Collected data entries

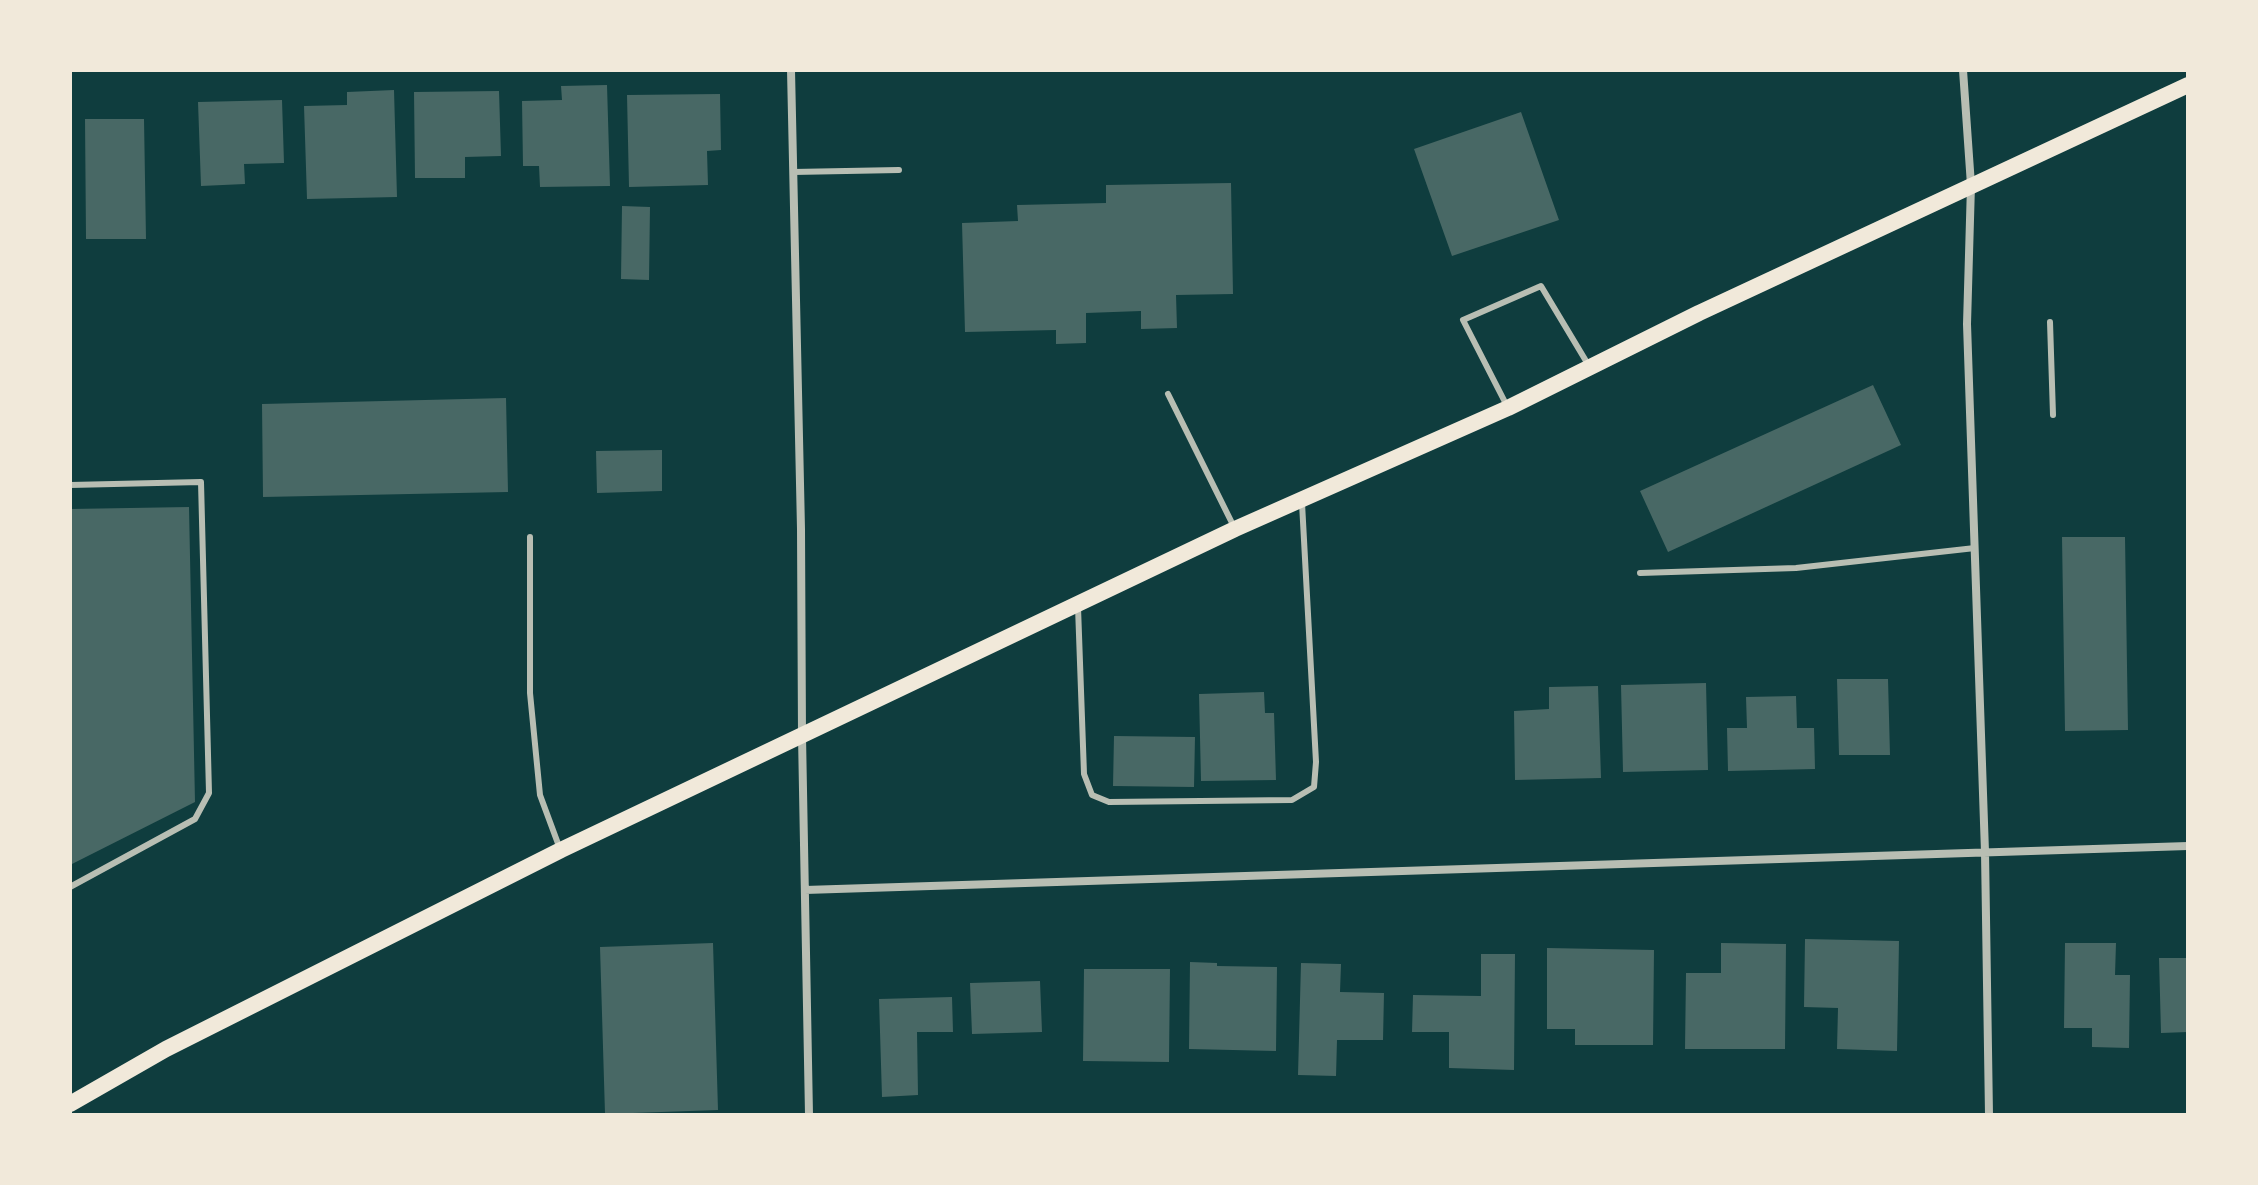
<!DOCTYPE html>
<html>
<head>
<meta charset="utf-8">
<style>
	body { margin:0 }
	#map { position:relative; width:2258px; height:1185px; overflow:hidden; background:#0f3d3e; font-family:"Space Grotesk",sans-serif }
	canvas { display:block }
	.frame { position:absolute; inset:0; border:72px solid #f1e9da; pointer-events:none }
</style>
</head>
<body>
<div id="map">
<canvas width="2258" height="1185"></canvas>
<div class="frame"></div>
</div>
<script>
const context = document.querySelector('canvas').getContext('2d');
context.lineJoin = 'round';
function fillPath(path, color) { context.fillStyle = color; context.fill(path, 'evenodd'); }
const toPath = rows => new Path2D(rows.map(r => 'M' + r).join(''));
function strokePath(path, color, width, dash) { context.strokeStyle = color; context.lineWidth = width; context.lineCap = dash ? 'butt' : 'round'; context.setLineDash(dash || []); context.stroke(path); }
const building = toPath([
	[607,85,610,186,540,187,539,166,523,166,522,101,562,100,561,86],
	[394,90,397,197,307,199,304,106,347,105,347,92],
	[499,91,501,156,465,157,465,178,415,178,414,92],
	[720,94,721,150,707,151,708,185,629,187,627,95],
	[282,100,284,163,244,164,245,184,201,186,198,102],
	[1521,112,1559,220,1452,256,1414,149],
	[85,119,144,119,146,239,86,239],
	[1231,183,1233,294,1176,295,1177,328,1141,329,1141,311,1086,313,1086,343,1056,344,1056,330,965,332,962,223,1018,221,1017,205,1106,203,1106,185],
	[622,206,650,207,649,280,621,279],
	[1873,385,1901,445,1668,552,1640,491],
	[506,398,508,492,263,497,262,404],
	[662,450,662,491,597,493,596,451],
	[189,507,195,802,70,865,70,509],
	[2062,537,2125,537,2128,730,2065,731],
	[1837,679,1888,679,1890,755,1839,755],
	[1706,683,1708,770,1623,772,1621,685],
	[1598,686,1601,778,1515,780,1514,711,1549,709,1549,687],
	[1264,692,1265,713,1274,713,1276,780,1201,781,1199,694],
	[1796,696,1797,728,1814,728,1815,769,1728,771,1727,728,1747,728,1746,697],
	[1114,736,1195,737,1194,787,1113,786],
	[1805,939,1899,941,1897,1051,1837,1049,1838,1008,1804,1007],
	[713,943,718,1110,605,1114,600,947],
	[1721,943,1786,944,1785,1049,1685,1049,1686,973,1721,973],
	[2065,943,2116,943,2115,975,2130,975,2129,1048,2092,1047,2092,1028,2064,1028],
	[1547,948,1654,950,1653,1045,1575,1045,1575,1029,1547,1029],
	[1481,954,1515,954,1514,1070,1449,1068,1449,1032,1412,1032,1413,995,1481,996],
	[2159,958,2188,958,2188,1032,2161,1033],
	[1190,962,1217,963,1217,966,1277,967,1276,1051,1189,1049],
	[1301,963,1341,964,1340,992,1384,993,1383,1040,1337,1040,1336,1076,1298,1075],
	[1084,969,1170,969,1169,1062,1083,1061],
	[1040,981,1042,1032,972,1034,970,983],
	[952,997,953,1032,917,1032,918,1095,882,1097,879,999]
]);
const service = toPath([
	[793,172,899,170],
	[2050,322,2053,415],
	[1168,394,1235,529],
	[1508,408,1463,320,1541,286,1589,366],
	[70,485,201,482,209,793,195,819,70,887],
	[530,537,530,693,540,795,560,849],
	[1640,573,1796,568,1975,548],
	[1078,607,1084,774,1092,795,1109,802,1292,800,1314,787,1316,762,1302,503]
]);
const minor = toPath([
	[791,70,801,529,802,736,809,1115],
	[1963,70,1971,185,1967,324,1985,852,1989,1115],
	[805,890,2188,846]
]);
const secondary = toPath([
	[70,1104,166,1049,561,850,1235,529,1508,408,1699,313,2188,85]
]);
fillPath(building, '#486865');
strokePath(service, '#b8beb3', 6);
strokePath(minor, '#b8beb3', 8);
strokePath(secondary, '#f1e9da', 16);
</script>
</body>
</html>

- **What you will do**
The word "canvas" occurs on some lines of the entries. Work out how many such lines there are and reply with the number alone.

- **Problem solution**
3